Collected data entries
● ● ● ●
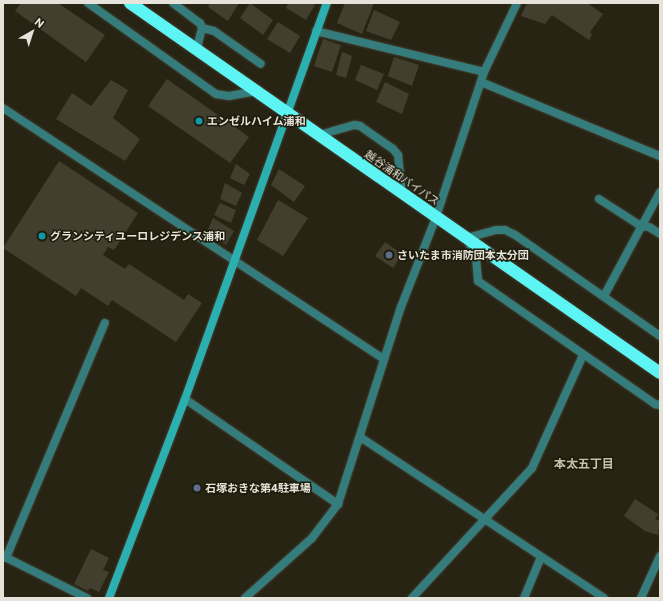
<!DOCTYPE html>
<meta charset="utf-8">
<style>
body{margin:0}
#map{position:relative;width:663px;height:601px;overflow:hidden;background:#282414;font-family:Commissioner,"Noto Sans JP",sans-serif}
div>[style]{position:absolute}
[style*='--x']{left:calc(var(--x)*1px);top:calc(var(--y)*1px);width:calc(var(--w)*1px);rotate:calc(var(--a)*1deg)}
.building>*{inset:0;background:#433f2e}
.roads{filter:drop-shadow(0 0 1px #433f30) drop-shadow(0 0 1px #433f30)}
.lane>*{height:8px;margin:-4px;padding:0 4px;transform-origin:4px;border-radius:4px;background:#357d7c}
.street>*{height:8px;margin:-4px;padding:0 4px;transform-origin:4px;border-radius:4px;background:#357d7c}
.secondary>*{height:8px;margin:-4px;padding:0 4px;transform-origin:4px;border-radius:4px;background:#2cb0af}
.highway>*{height:12px;margin:-6px;padding:0 6px;transform-origin:6px;border-radius:6px;background:#5df5f4}
.dots>*{width:11px;height:11px;translate:-50% -50%;box-sizing:border-box;border:2px solid #1e1b0b;border-radius:50%}
span{translate:-50% -50%;white-space:nowrap;text-align:center;line-height:1.15;-webkit-text-stroke:3px #1e1b0b;paint-order:stroke}
.poi-label{font-size:11px;color:#e6e4da;font-weight:700}
.left{translate:0 -50%;text-align:left}
.street-label{font-size:11px;color:#e6e4da}
.neighbourhood-label{font-size:12px;color:#c3c0ab;font-weight:700}
.frame{position:absolute;inset:0;border:4px solid #e6e4da;pointer-events:none}
.north{position:absolute;left:12px;top:12px;width:40px;height:40px;-webkit-text-stroke:3px #1e1b0b;paint-order:stroke;rotate:39deg;font-size:11px;font-weight:700;line-height:16px;text-align:center;color:#e6e4da}
.north::after{content:'';display:block;margin:auto;width:14px;height:18px;background:#e6e4da;clip-path:polygon(50% 0,100% 100%,50% 72%,0 100%)}
</style>
<div id="map">
<div class="building">
<div style="clip-path:polygon(21px 3px,58px 3px,105px 35px,86px 62px,15px 11px)"></div>
<div style="clip-path:polygon(210px 3px,239px 3px,228px 21px,208px 7px)"></div>
<div style="clip-path:polygon(250px 3px,273px 20px,263px 35px,240px 18px)"></div>
<div style="clip-path:polygon(288px 3px,312px 3px,315px 5px,306px 20px,286px 8px)"></div>
<div style="clip-path:polygon(345px 3px,374px 3px,362px 34px,337px 23px)"></div>
<div style="clip-path:polygon(527px 3px,587px 3px,603px 14px,590px 32px,592px 35px,589px 40px,552px 15px,545px 24px,521px 16px)"></div>
<div style="clip-path:polygon(374px 10px,400px 22px,391px 40px,366px 31px)"></div>
<div style="clip-path:polygon(278px 22px,300px 36px,290px 53px,267px 39px)"></div>
<div style="clip-path:polygon(323px 39px,341px 45px,332px 72px,314px 66px)"></div>
<div style="clip-path:polygon(342px 52px,352px 56px,346px 78px,336px 75px)"></div>
<div style="clip-path:polygon(394px 57px,419px 65px,412px 86px,388px 76px)"></div>
<div style="clip-path:polygon(361px 65px,384px 74px,377px 90px,355px 80px)"></div>
<div style="clip-path:polygon(167px 79px,249px 137px,230px 163px,148px 106px)"></div>
<div style="clip-path:polygon(111px 80px,128px 90px,113px 118px,140px 139px,125px 161px,56px 119px,72px 93px,91px 106px)"></div>
<div style="clip-path:polygon(385px 82px,409px 94px,402px 114px,376px 102px)"></div>
<div style="clip-path:polygon(59px 161px,138px 213px,114px 250px,108px 247px,103px 255px,125px 269px,129px 264px,184px 300px,188px 294px,202px 303px,176px 342px,112px 300px,108px 306px,81px 288px,76px 296px,3px 248px)"></div>
<div style="clip-path:polygon(236px 164px,250px 174px,244px 185px,230px 178px)"></div>
<div style="clip-path:polygon(279px 169px,305px 186px,294px 202px,271px 185px)"></div>
<div style="clip-path:polygon(225px 183px,242px 193px,236px 206px,220px 199px)"></div>
<div style="clip-path:polygon(278px 200px,308px 218px,283px 256px,257px 240px)"></div>
<div style="clip-path:polygon(220px 203px,236px 210px,231px 223px,214px 215px)"></div>
<div style="clip-path:polygon(213px 218px,234px 231px,226px 245px,207px 232px)"></div>
<div style="clip-path:polygon(385px 242px,402px 254px,393px 268px,375px 256px)"></div>
<div style="clip-path:polygon(635px 499px,658px 514px,655px 519px,660px 521px,658px 535px,645px 531px,624px 516px)"></div>
<div style="clip-path:polygon(91px 549px,109px 558px,103px 570px,109px 572px,99px 592px,90px 588px,88px 591px,74px 584px)"></div>
</div>
<div class="roads">
<div class="lane">
<div style="--x:599;--y:199;--w:50;--a:32.7"></div>
<div style="--x:641;--y:226;--w:8;--a:7"></div>
<div style="--x:649;--y:227;--w:13;--a:32"></div>
<div style="--x:6;--y:558;--w:255;--a:-67.2"></div>
</div>
<div class="street">
<div style="--x:88;--y:3;--w:157;--a:35.4"></div>
<div style="--x:216;--y:94;--w:13;--a:9"></div>
<div style="--x:229;--y:96;--w:27;--a:-10"></div>
<div style="--x:173;--y:3;--w:34;--a:37"></div>
<div style="--x:200;--y:23;--w:5;--a:68"></div>
<div style="--x:202;--y:28;--w:16;--a:104"></div>
<div style="--x:198;--y:44;--w:7;--a:82"></div>
<div style="--x:202;--y:28;--w:12;--a:14"></div>
<div style="--x:214;--y:31;--w:57;--a:35.1"></div>
<div style="--x:316;--y:31;--w:173;--a:13.7"></div>
<div style="--x:481;--y:82;--w:194;--a:22.5"></div>
<div style="--x:3;--y:108;--w:456;--a:33.4"></div>
<div style="--x:319;--y:135;--w:37;--a:-16"></div>
<div style="--x:355;--y:125;--w:5;--a:11"></div>
<div style="--x:360;--y:126;--w:40;--a:34.9"></div>
<div style="--x:393;--y:149;--w:8;--a:50"></div>
<div style="--x:398;--y:155;--w:38;--a:84"></div>
<div style="--x:604;--y:296;--w:118;--a:-61.7"></div>
<div style="--x:660;--y:336;--w:177;--a:-145.1"></div>
<div style="--x:515;--y:235;--w:11;--a:-153"></div>
<div style="--x:505;--y:230;--w:9;--a:180"></div>
<div style="--x:496;--y:230;--w:30;--a:165"></div>
<div style="--x:467;--y:238;--w:22;--a:66"></div>
<div style="--x:476;--y:258;--w:23;--a:85"></div>
<div style="--x:478;--y:281;--w:216;--a:34.8"></div>
<div style="--x:655;--y:404;--w:5;--a:11"></div>
<div style="--x:185;--y:399;--w:186;--a:34.5"></div>
<div style="--x:360;--y:437;--w:292;--a:33.4"></div>
<div style="--x:3;--y:556;--w:94;--a:26.6"></div>
<div style="--x:245;--y:598;--w:90;--a:-41.8"></div>
<div style="--x:312;--y:538;--w:43;--a:-52.6"></div>
<div style="--x:338;--y:504;--w:207;--a:-72.3"></div>
<div style="--x:401;--y:307;--w:97;--a:-68.7"></div>
<div style="--x:436;--y:217;--w:153;--a:-71.7"></div>
<div style="--x:484;--y:72;--w:76;--a:-64.4"></div>
<div style="--x:412;--y:598;--w:177;--a:-47.3"></div>
<div style="--x:532;--y:468;--w:124;--a:-65.7"></div>
<div style="--x:524;--y:598;--w:44;--a:-67.5"></div>
<div style="--x:641;--y:598;--w:46;--a:-65.7"></div>
</div>
<div class="secondary">
<div style="--x:109;--y:598;--w:213;--a:-69.1"></div>
<div style="--x:185;--y:399;--w:421;--a:-70.3"></div>
</div>
<div class="highway">
<div style="--x:130;--y:3;--w:646;--a:34.92"></div>
</div>
</div>
<div class="dots">
<div style="left:199px;top:121px;background:#0f9aa8"></div>
<div style="left:42px;top:236px;background:#0f9aa8"></div>
<div style="left:389px;top:255px;background:#5c6f8a"></div>
<div style="left:197px;top:488px;background:#5c6f8a"></div>
</div>
<div class="poi-label">
<span class="left" style="left:207px;top:121px">エンゼルハイム浦和</span>
<span class="left" style="left:50px;top:236px">グランシティユーロレジデンス浦和</span>
<span class="left" style="left:397px;top:255px">さいたま市消防団本太分団</span>
<span class="left" style="left:205px;top:488px">石塚おきな第4駐車場</span>
</div>
<div class="street-label">
<span style="left:402px;top:178px;rotate:35deg">越谷浦和バイパス</span>
</div>
<div class="neighbourhood-label">
<span style="left:584px;top:464px">本太五丁目</span>
</div>
<div class="frame"></div>
<div class="north">N</div>
</div>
● ● ● ●
== The task ==
The lines above that hold the word "padding" are the ones to copy.

== Completed exercise ==
.lane>*{height:8px;margin:-4px;padding:0 4px;transform-origin:4px;border-radius:4px;background:#357d7c}
.street>*{height:8px;margin:-4px;padding:0 4px;transform-origin:4px;border-radius:4px;background:#357d7c}
.secondary>*{height:8px;margin:-4px;padding:0 4px;transform-origin:4px;border-radius:4px;background:#2cb0af}
.highway>*{height:12px;margin:-6px;padding:0 6px;transform-origin:6px;border-radius:6px;background:#5df5f4}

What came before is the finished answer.